When liquid nitrogen boils or carbon dioxide sublimes, the increase in
the concentration of these gases will reduce the concentration of oxygen
in the air. It is this fact which is often the major hazard when dealing
with these materials, particularly when used in a confined space. There
is a simple formula for calculating the
oxygen concentration in a confined space (such as a cold-room or lift)
during a worst-case spillage scenario.
Breathing even moderately elevated carbon dioxide levels
(2-4%) is extremely unpleasant and initiates the “gasp for air”

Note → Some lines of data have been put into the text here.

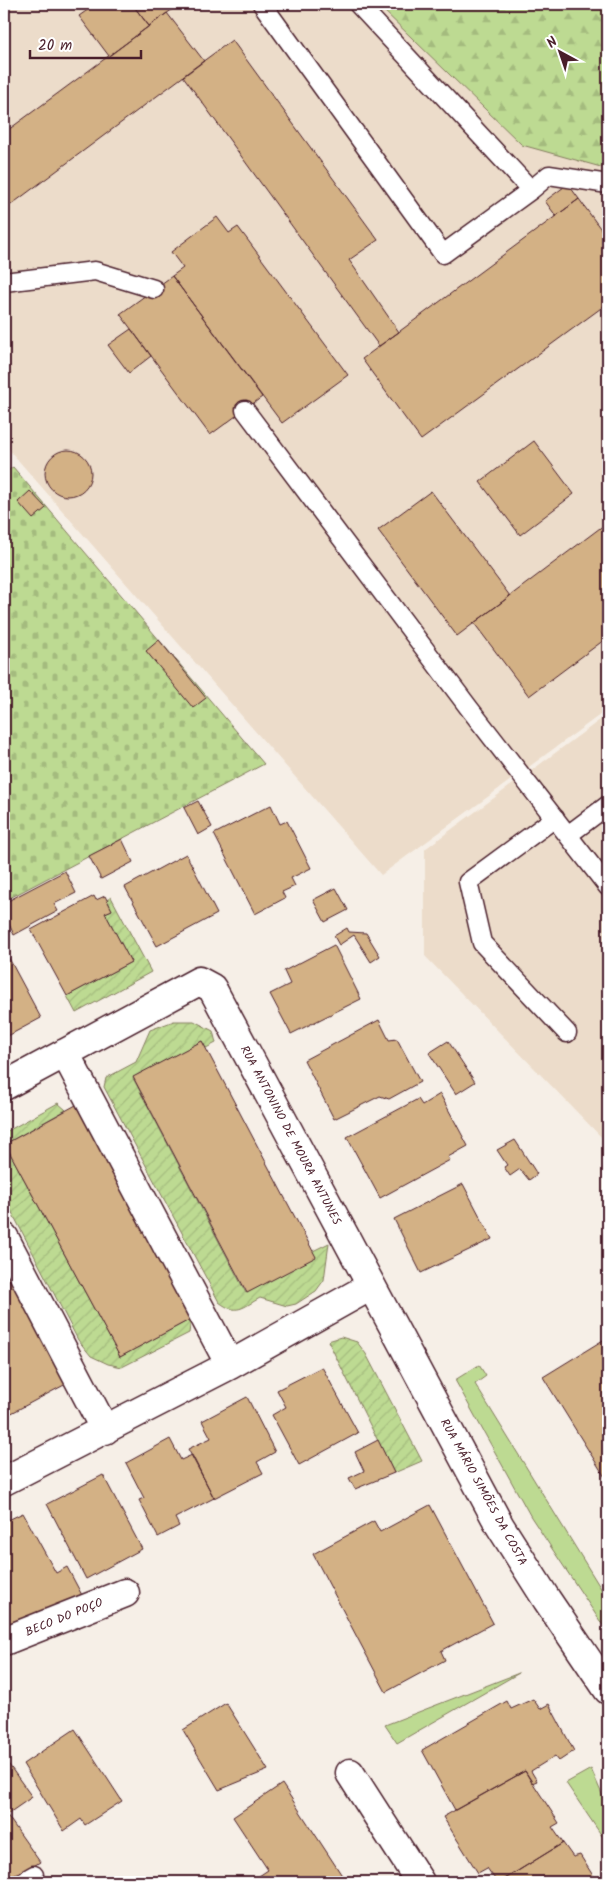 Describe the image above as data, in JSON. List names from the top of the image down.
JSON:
{
  "streets": {
    "street": ["RUA ANTONINO DE MOURA ANTUNES", "RUA MÁRIO SIMÕES DA COSTA", "BECO DO POÇO"]
  },
  "crossings": [
    ["RUA ANTONINO DE MOURA ANTUNES", "RUA MÁRIO SIMÕES DA COSTA"]
  ],
  "scale_bar": "20 m",
  "north": "top left"
} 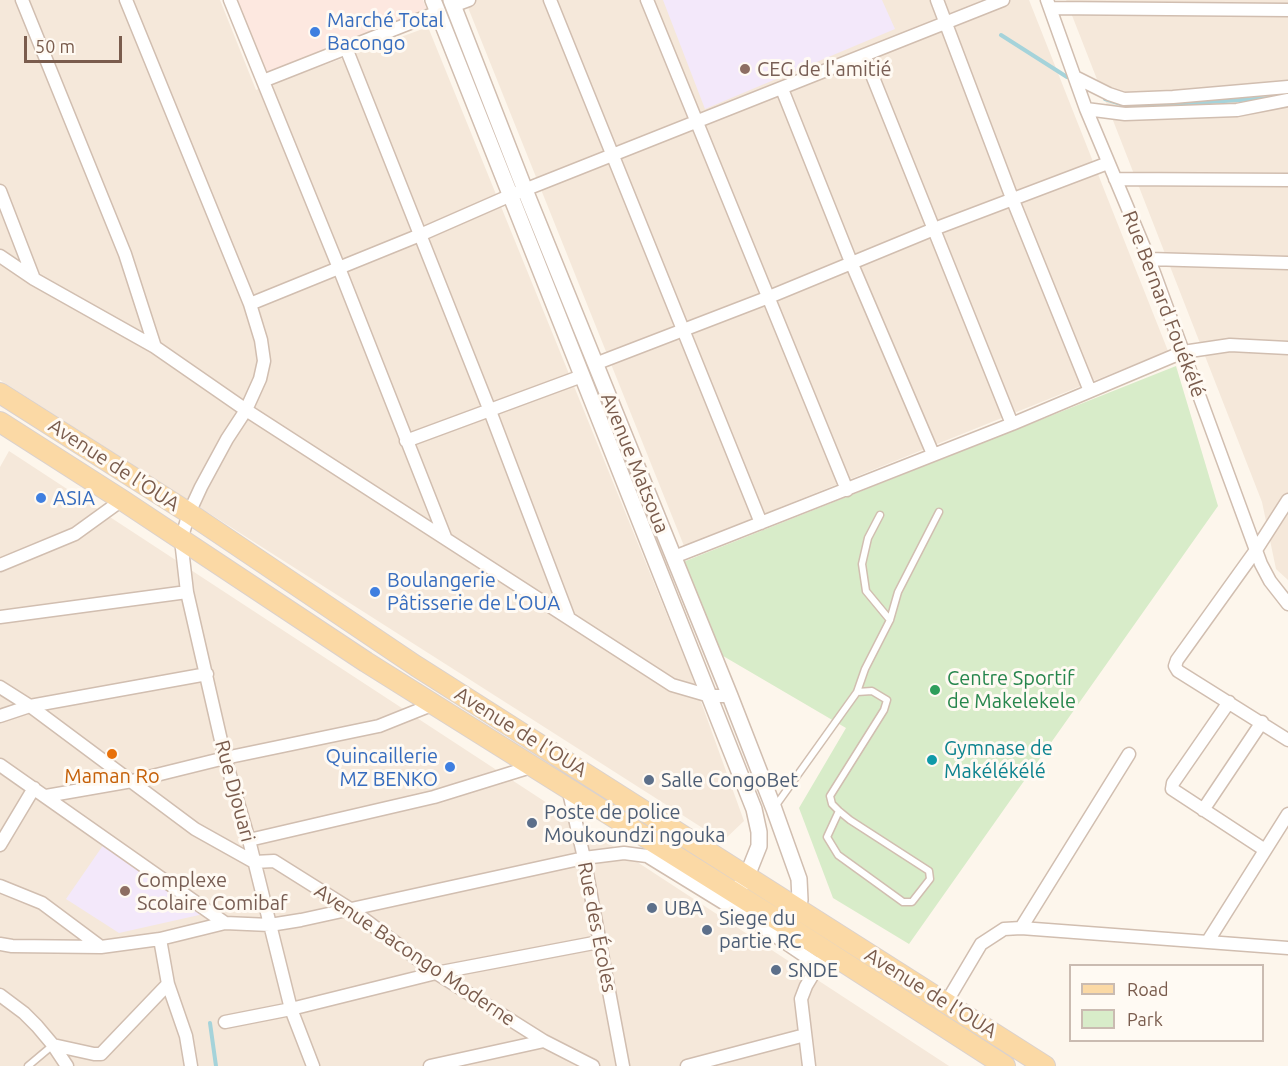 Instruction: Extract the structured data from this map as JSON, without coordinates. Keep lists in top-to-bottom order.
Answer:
{
  "streets": {
    "main road": ["Avenue de l'OUA"],
    "street": [
      "Rue Bernard Fouékélé",
      "Avenue Matsoua",
      "Rue Djouari",
      "Rue des Écoles",
      "Avenue Bacongo Moderne"
    ]
  },
  "crossings": [
    ["Avenue Matsoua", "Avenue de l'OUA"],
    ["Avenue de l'OUA", "Rue Djouari"],
    ["Avenue de l'OUA", "Rue des Écoles"],
    ["Rue Djouari", "Avenue Bacongo Moderne"]
  ],
  "places": [
    "Marché Total Bacongo",
    "CEG de l'amitié",
    "ASIA",
    "Boulangerie Pâtisserie de L'OUA",
    "Centre Sportif de Makelekele",
    "Maman Ro",
    "Gymnase de Makélékélé",
    "Quincaillerie MZ BENKO",
    "Salle CongoBet",
    "Poste de police Moukoundzi ngouka",
    "Complexe Scolaire Comibaf",
    "UBA",
    "Siege du partie RC",
    "SNDE"
  ],
  "legend": ["Road", "Park"],
  "scale_bar": "50 m"
} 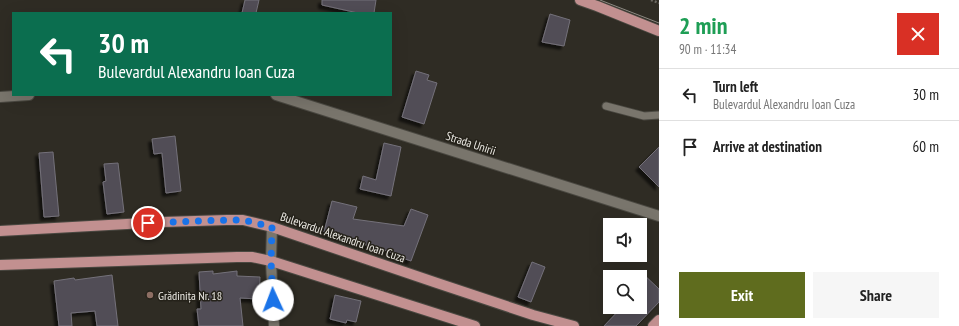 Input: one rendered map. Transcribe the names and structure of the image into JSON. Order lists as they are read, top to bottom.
{
  "streets": {
    "main road": ["Bulevardul Alexandru Ioan Cuza"],
    "street": ["Strada Unirii"]
  },
  "places": ["Grădinița Nr. 18"],
  "page": {
    "heading": ["2 min", "90 m · 11:34"],
    "turn": ["30 m", "Bulevardul Alexandru Ioan Cuza"],
    "list": [
      {
        "name": "Turn left",
        "note": "Bulevardul Alexandru Ioan Cuza",
        "value": "30 m"
      },
      {
        "name": "Arrive at destination",
        "value": "60 m"
      }
    ],
    "buttons": ["Exit", "Share"]
  }
} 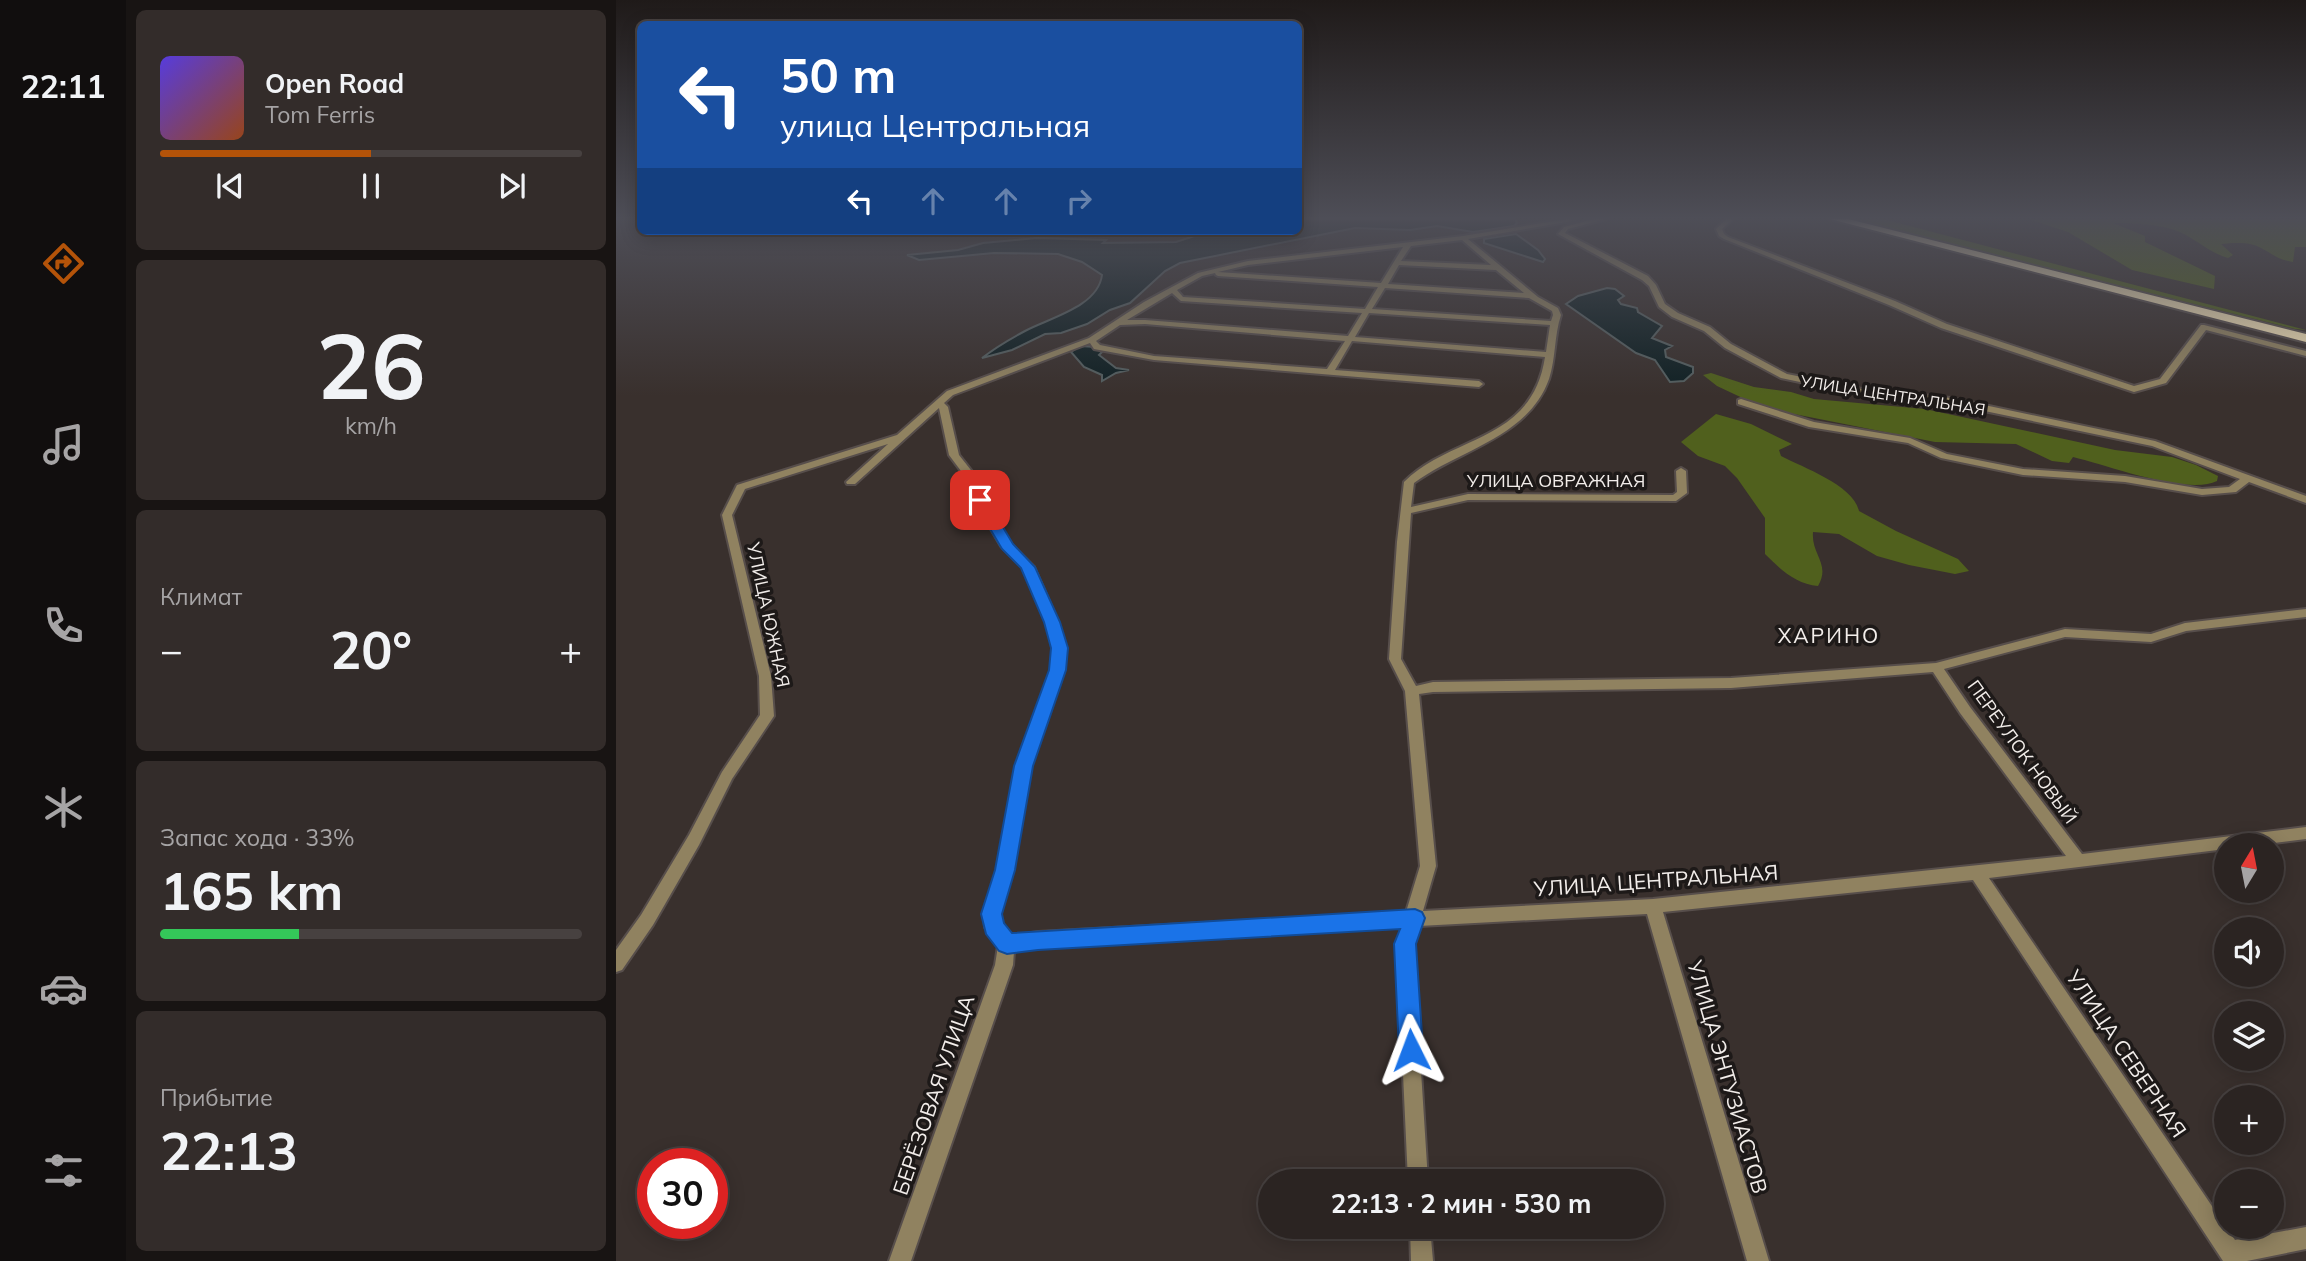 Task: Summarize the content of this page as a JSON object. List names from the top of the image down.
{
  "streets": {
    "street": [
      "УЛИЦА ЦЕНТРАЛЬНАЯ",
      "УЛИЦА ОВРАЖНАЯ",
      "УЛИЦА ЮЖНАЯ",
      "ПЕРЕУЛОК НОВЫЙ",
      "УЛИЦА СЕВЕРНАЯ",
      "УЛИЦА ЭНТУЗИАСТОВ",
      "БЕРЁЗОВАЯ УЛИЦА"
    ]
  },
  "crossings": [
    ["УЛИЦА ЦЕНТРАЛЬНАЯ", "ПЕРЕУЛОК НОВЫЙ"],
    ["УЛИЦА ЦЕНТРАЛЬНАЯ", "УЛИЦА СЕВЕРНАЯ"],
    ["УЛИЦА ЦЕНТРАЛЬНАЯ", "УЛИЦА ЭНТУЗИАСТОВ"],
    ["УЛИЦА ЦЕНТРАЛЬНАЯ", "БЕРЁЗОВАЯ УЛИЦА"]
  ],
  "districts": ["ХАРИНО"],
  "north": "top",
  "page": {
    "tabs": "22:11",
    "turn": ["50 m", "улица Центральная"],
    "song": ["Open Road", "Tom Ferris"],
    "tile": [
      ["26", "km/h"],
      "Климат",
      ["Запас хода · 33%", "165 km"],
      ["Прибытие", "22:13"]
    ],
    "heat": ["−", "20°", "+"],
    "map_buttons": ["+", "−"],
    "limit": "30",
    "trip": "22:13 · 2 мин · 530 m"
  }
} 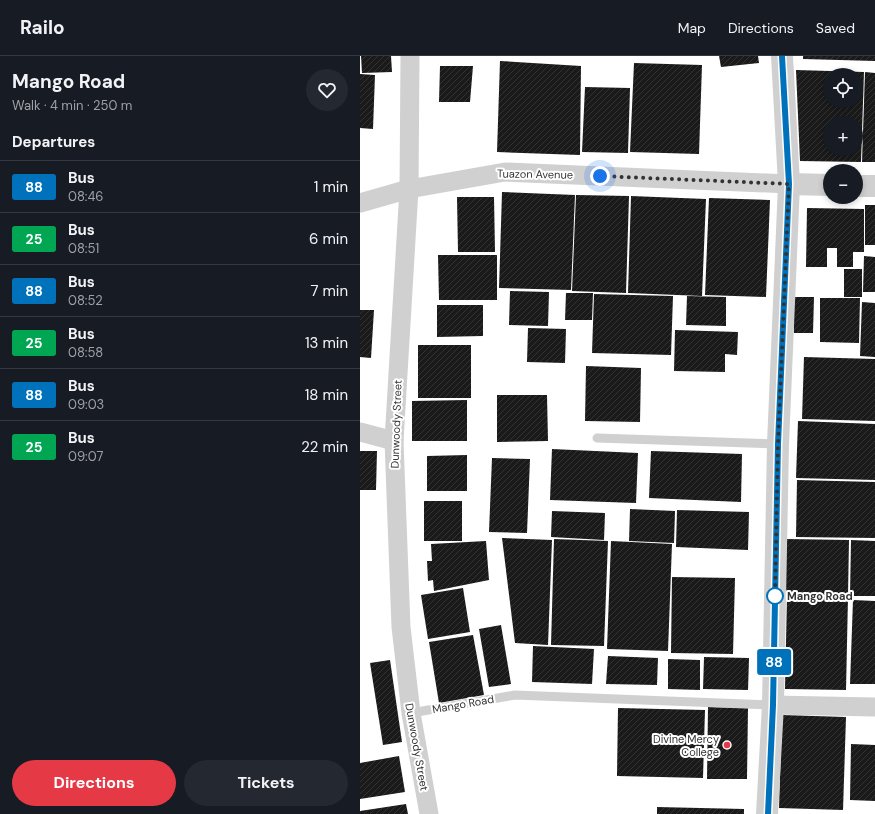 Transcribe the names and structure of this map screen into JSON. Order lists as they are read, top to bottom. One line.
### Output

reflex even in the presence of elevated oxygen. Conversely, depleted oxygen
in the absence of an increase in carbon dioxide causes hypoxia which is
extremely dangerous because the victim floats off into a euphoric sleepy
state.
We have evolved to react to increasing levels of carbon dioxide proportionately
to oxygen depletion – we have rapid detection of increased CO2
directly from the brain tissue itself. Oxygen receptors in the carotid
bodies are extremely slow and only evoke physiological changes, i.e. no
panic attack or asphyxiation response.
Anesthetic effects only occur at about 14% CO2
– you would need a massive sudden release into a small volume room,
e.g. from a cylinder plug blowing – in effect anyone in there would
run out gasping for air in a state of total panic before they were in
any danger.
We all have the best CO2 detectors invented to date as a by product of
being air breathing mammals.
The use of inert gases in a confined space is quite another matter if
oxygen is depleted in the absence of an increased CO2 it is potentially
fatal. If the available oxygen drops below 40mmHg (about 8% at normal
barometric pressure) death would occur within 4 minutes.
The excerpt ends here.